• Material for this exercise

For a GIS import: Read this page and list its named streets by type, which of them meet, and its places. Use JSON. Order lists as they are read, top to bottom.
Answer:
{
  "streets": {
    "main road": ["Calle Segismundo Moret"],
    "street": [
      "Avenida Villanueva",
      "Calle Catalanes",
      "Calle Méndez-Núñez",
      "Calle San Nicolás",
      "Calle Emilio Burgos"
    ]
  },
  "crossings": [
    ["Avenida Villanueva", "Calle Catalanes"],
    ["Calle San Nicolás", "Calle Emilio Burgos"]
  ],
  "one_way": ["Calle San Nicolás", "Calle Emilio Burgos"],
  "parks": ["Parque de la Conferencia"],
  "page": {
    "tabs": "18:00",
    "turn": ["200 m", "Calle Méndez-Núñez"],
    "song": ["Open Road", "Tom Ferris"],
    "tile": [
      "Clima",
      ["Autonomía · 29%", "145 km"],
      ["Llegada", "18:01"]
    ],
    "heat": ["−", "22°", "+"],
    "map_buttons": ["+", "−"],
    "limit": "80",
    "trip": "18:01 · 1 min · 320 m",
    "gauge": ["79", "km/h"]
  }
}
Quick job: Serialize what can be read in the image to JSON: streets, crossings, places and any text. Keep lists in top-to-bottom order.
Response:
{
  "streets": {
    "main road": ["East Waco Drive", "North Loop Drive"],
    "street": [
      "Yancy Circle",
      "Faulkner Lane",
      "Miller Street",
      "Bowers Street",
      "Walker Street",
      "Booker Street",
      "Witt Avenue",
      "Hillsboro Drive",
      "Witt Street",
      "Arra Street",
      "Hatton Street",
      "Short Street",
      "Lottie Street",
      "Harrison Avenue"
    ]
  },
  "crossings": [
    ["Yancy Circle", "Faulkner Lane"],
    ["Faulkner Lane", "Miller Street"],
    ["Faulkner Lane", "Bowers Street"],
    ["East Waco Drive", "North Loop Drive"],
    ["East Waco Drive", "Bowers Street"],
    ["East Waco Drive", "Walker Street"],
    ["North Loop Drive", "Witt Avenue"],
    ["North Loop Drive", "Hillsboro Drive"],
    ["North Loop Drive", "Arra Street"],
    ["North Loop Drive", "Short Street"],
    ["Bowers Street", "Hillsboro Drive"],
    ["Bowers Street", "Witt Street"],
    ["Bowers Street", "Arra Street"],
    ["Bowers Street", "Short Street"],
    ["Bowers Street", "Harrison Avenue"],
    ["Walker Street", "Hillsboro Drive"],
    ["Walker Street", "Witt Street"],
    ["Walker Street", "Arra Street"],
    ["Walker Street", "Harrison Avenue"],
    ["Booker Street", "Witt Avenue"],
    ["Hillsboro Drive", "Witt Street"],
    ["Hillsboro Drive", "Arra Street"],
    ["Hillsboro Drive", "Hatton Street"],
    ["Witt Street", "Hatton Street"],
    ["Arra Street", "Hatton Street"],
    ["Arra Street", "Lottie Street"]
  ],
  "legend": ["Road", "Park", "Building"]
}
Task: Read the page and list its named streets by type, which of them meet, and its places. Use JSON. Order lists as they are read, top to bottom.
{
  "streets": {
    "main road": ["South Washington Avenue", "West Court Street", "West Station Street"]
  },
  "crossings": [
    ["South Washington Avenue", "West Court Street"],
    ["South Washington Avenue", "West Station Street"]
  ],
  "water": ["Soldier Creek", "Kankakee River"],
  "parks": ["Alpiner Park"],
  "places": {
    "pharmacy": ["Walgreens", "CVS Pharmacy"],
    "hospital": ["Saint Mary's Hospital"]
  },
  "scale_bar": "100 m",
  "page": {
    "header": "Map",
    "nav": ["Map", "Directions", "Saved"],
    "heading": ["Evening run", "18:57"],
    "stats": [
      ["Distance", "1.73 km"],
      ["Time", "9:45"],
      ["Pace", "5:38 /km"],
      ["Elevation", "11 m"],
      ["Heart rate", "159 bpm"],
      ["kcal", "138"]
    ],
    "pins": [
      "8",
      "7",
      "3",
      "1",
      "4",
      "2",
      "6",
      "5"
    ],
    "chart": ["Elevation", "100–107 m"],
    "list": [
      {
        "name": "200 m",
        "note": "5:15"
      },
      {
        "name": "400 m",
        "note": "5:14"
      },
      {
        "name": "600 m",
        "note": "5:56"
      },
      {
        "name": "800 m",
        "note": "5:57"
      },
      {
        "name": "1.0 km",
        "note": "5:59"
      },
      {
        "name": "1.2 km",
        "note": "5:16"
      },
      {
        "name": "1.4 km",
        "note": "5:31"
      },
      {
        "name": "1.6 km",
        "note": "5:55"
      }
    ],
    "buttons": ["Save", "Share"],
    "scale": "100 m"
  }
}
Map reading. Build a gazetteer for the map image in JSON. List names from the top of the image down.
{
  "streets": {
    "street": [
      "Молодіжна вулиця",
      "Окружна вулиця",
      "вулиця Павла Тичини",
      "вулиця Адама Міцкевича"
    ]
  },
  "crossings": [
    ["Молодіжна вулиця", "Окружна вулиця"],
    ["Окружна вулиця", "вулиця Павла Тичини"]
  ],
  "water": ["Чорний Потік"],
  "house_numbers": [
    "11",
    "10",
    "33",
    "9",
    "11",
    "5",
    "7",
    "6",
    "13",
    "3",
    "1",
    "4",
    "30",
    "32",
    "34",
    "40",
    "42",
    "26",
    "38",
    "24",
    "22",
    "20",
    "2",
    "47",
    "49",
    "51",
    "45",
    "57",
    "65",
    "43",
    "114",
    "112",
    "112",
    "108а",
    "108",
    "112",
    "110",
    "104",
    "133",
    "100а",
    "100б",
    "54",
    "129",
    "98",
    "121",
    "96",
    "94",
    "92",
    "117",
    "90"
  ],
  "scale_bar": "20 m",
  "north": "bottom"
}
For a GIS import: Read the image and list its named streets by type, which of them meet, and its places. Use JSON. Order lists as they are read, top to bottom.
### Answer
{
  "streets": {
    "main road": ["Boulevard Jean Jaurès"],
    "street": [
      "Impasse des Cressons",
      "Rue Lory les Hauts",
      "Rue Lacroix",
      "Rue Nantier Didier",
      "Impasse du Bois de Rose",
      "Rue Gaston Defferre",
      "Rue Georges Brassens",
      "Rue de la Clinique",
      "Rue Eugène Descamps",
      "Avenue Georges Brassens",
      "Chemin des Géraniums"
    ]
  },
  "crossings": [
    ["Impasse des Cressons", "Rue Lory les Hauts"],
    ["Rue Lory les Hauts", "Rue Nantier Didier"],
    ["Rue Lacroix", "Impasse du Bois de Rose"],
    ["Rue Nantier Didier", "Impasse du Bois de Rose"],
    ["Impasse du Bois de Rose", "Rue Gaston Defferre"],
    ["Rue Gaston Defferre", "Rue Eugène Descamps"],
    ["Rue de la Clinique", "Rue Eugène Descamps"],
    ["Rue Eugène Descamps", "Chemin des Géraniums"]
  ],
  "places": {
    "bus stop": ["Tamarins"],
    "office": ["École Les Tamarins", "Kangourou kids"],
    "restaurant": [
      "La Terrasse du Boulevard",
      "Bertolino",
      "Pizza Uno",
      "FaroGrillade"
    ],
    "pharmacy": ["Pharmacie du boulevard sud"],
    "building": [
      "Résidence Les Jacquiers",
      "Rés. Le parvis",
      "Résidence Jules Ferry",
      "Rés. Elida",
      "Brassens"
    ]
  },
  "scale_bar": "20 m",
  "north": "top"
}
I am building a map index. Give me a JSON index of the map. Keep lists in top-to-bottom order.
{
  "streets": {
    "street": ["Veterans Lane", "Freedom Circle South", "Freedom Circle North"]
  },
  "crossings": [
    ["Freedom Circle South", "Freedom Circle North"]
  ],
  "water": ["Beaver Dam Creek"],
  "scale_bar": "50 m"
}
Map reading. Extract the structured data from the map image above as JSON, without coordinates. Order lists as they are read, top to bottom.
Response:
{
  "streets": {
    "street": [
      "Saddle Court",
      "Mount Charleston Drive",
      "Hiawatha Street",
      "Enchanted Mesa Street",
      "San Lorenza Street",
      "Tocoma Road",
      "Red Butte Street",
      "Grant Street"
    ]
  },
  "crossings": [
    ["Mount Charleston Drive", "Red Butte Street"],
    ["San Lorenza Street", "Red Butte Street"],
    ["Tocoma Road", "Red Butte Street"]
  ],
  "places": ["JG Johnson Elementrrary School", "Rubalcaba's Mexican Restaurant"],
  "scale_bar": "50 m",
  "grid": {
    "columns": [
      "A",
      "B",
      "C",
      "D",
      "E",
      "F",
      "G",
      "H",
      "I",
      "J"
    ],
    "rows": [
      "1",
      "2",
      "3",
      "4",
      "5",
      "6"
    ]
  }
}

• Task prompt
Check each line of the listing above for the string "Station", then please give the number of lines where it appears and nothing else.

• Answer space
2